(EXERCISE DIRECTIONS) Find every line in the records below that holds the word "北坂戸小学校裏", and copy each one.

─── DATASET RECORDS

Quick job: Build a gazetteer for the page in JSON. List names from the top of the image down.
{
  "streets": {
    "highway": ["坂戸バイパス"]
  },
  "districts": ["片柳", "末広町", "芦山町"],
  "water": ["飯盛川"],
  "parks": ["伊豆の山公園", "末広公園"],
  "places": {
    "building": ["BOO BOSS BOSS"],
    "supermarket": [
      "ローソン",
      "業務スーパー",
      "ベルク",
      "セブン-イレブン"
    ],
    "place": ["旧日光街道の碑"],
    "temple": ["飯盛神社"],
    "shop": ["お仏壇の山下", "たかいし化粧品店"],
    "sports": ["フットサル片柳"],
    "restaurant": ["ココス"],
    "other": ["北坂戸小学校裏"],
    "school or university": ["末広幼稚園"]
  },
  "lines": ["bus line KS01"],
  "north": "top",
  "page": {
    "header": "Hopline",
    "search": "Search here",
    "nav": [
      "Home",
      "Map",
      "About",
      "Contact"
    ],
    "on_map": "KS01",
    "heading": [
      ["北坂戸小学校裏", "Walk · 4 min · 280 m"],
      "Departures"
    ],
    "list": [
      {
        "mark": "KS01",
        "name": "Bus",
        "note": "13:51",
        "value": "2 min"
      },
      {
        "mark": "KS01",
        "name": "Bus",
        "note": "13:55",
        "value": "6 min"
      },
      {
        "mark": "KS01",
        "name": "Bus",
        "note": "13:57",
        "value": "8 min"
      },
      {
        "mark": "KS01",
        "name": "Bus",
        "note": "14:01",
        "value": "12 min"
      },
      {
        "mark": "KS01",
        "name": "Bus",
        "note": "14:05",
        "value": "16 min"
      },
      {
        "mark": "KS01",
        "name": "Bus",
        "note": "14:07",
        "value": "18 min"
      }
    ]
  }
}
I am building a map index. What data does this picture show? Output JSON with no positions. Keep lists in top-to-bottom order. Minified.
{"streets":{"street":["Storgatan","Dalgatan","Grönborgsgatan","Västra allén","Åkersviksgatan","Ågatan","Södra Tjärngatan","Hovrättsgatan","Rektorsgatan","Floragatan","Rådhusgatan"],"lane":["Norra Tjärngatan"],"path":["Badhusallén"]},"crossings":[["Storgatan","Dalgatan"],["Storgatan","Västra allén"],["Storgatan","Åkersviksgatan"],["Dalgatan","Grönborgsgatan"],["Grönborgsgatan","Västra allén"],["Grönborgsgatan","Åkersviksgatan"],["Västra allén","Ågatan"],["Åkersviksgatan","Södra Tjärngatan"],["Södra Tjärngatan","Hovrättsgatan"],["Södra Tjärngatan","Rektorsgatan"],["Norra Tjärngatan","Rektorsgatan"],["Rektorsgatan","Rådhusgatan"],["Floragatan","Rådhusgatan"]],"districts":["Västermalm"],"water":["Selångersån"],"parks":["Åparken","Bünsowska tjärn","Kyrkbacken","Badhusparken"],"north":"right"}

──────

(TASK ANSWER)
    "other": ["北坂戸小学校裏"],
      ["北坂戸小学校裏", "Walk · 4 min · 280 m"],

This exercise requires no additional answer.